Vereador Gilberto Natalini foi torturado em 1972 pelo coronel Brilhante Ustra. Em entrevista, corregedor Marcelino Fernandes disse que Ustra não foi torturador e que Brasil não teve ditadura
“Eu recebo com muita tristeza e muita apreensão [uma declaração desse tipo], porque a Polícia Militar que nós queremos não é assim. Esse oficial não tem preparo para ser corregedor da PM de São Paulo, que é exatamente a pessoa que está lá para corrigir excessos de uma minoria de policiais militares que utilizam da metodologia da tortura, do mau trato, um entulho da ditadura militar”, desabafa o médico vereador Gilberto Natalini (PV), que ficou preso por 60 dias em 1972 e sofreu torturas no Doi-Codi (Destacamento de Operações de Informações – Centro de Operações de Defesa Interna), do Exército, no centro de São Paulo, comandado na época por Carlos Alberto Brilhante Ustra.
“Esse coronel tem que ser demitido pelo governador de São Paulo”, completa o vereador, que é aliado político do governador Márcio França (PSB) e candidato a deputado federal.
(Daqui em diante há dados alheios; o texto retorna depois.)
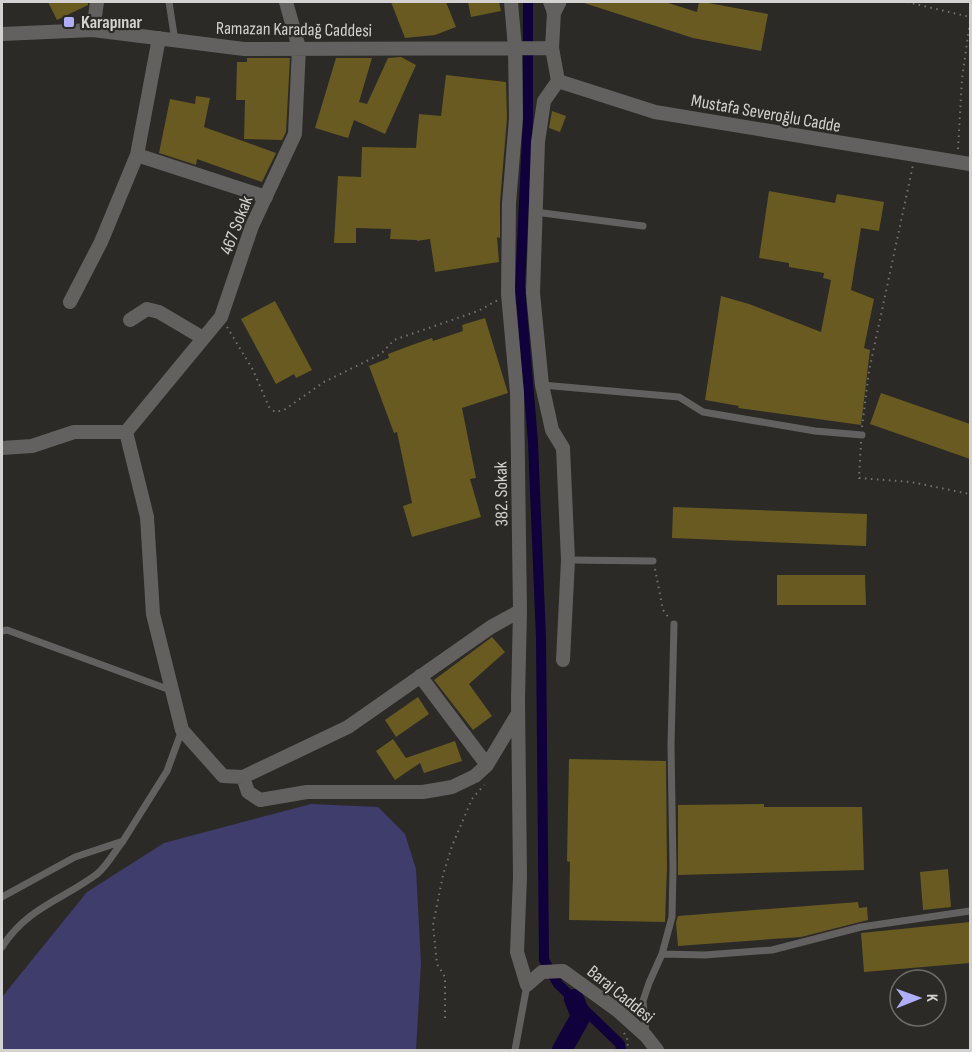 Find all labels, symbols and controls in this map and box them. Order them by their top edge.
place label: Karapınar [81,12,143,33]
marker: Karapınar [62,15,76,29]
street label: Ramazan Karadağ Caddesi [216,18,372,41]
street label: Mustafa Severoğlu Cadde [689,90,842,137]
street label: 467 Sokak [216,193,257,258]
street label: 382. Sokak [490,461,513,527]
street label: Baraj Caddesi [583,961,659,1028]
north arrow [888,968,948,1028]
text: K [922,994,941,1002] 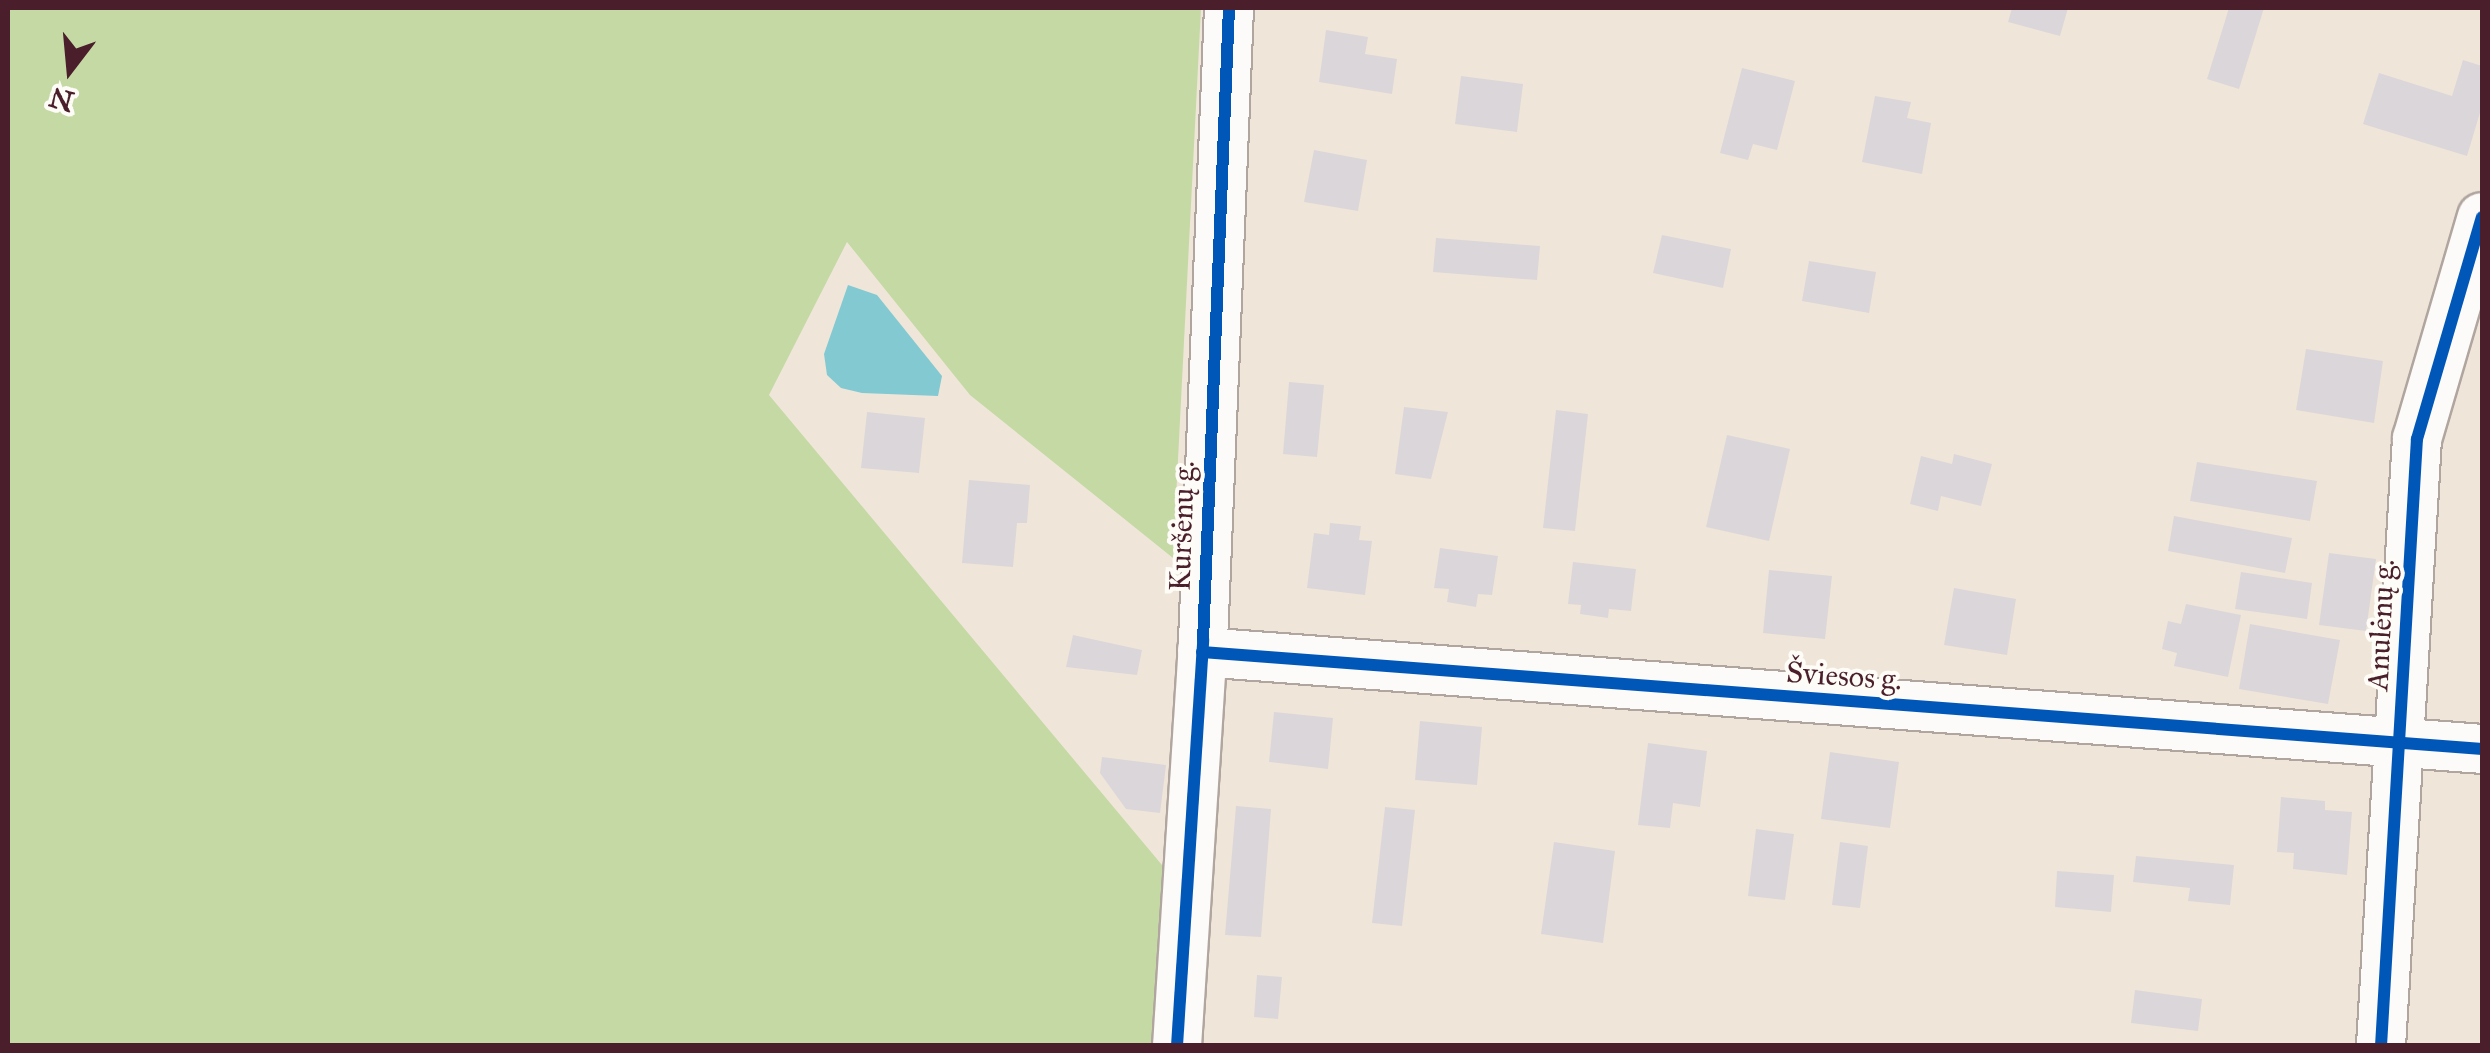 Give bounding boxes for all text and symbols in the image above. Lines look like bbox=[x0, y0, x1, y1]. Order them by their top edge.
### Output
north arrow bbox=[20, 20, 120, 120]
text: N bbox=[45, 79, 78, 119]
street label: Kuršėnų g. bbox=[1162, 460, 1202, 592]
street label: Anulėnų g. bbox=[2360, 558, 2402, 692]
street label: Šviesos g. bbox=[1785, 654, 1903, 698] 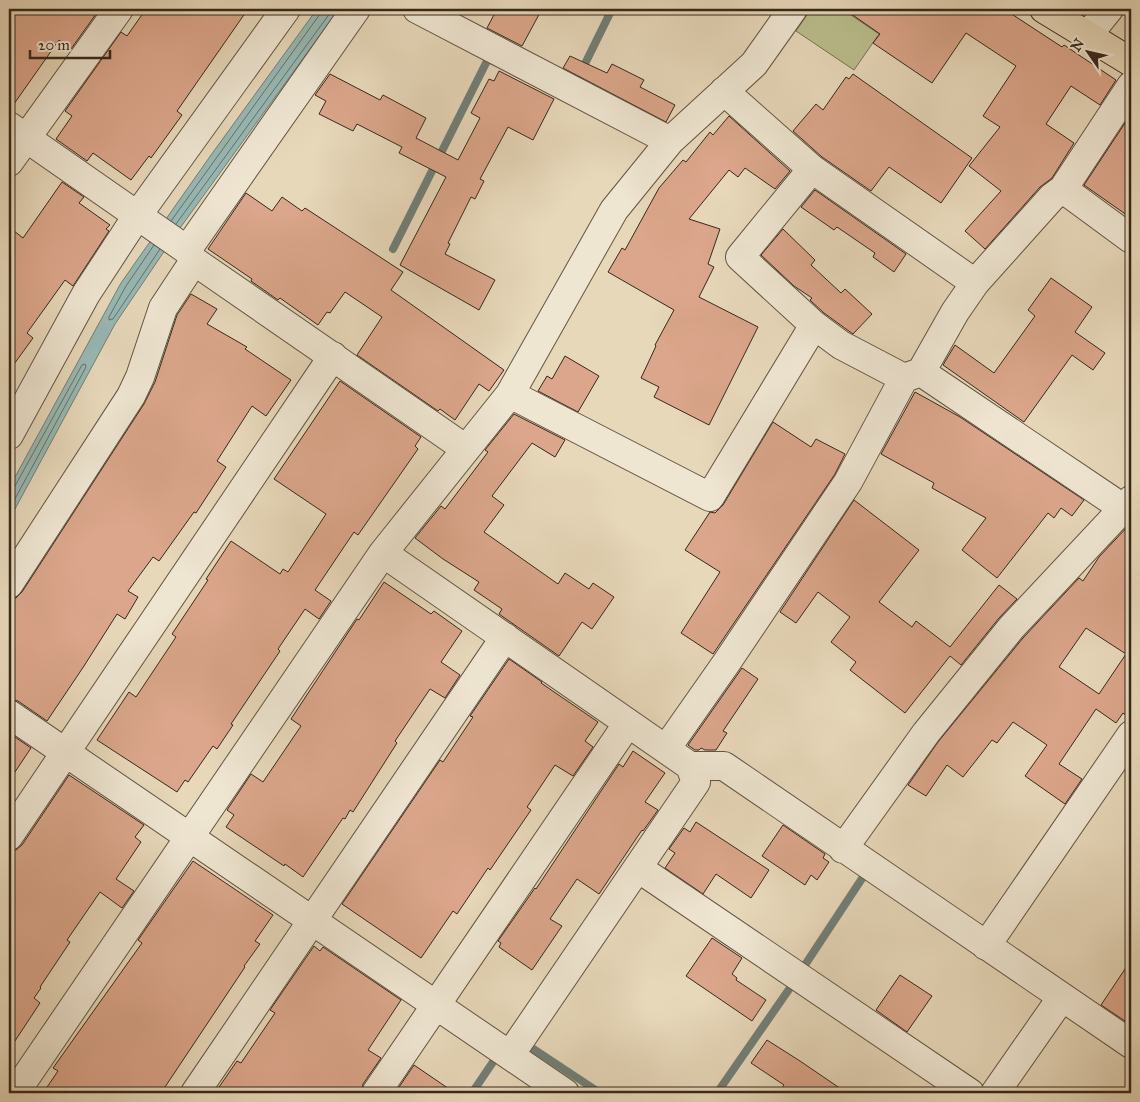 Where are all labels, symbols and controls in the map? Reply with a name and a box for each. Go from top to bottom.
scale bar [30,28,110,60]
north arrow [1062,28,1112,78]
text: N [1067,35,1088,55]
text: 20 m [38,36,70,54]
O PV, partido de Natalini, faz parte da coligação São Paulo Confia e Avança, de França, que disputa o governo paulista.
Natalini rebateu as declarações feitas pelo corregedor da PM paulista, coronel Marcelino Fernandes, quando questionado pela Ponte, na última terça-feira (28/8), sobre o apoio ao presidenciável Jair Bolsonaro (PSL), que é fã declarado de Ustra. Na entrevista, Fernandes afirmou que Ustra não era torturador, “Não concordo com a tese de que o Ustra era torturador, de jeito nenhum. É um absurdo”, declarou. O corregedor também afirmou que o Brasil não passou por uma ditadura, no período entre 1964 e 1985. “Na verdade tinha eleição. Para uma ditadura estaria distante, uma ditadura de Congresso”, declarou.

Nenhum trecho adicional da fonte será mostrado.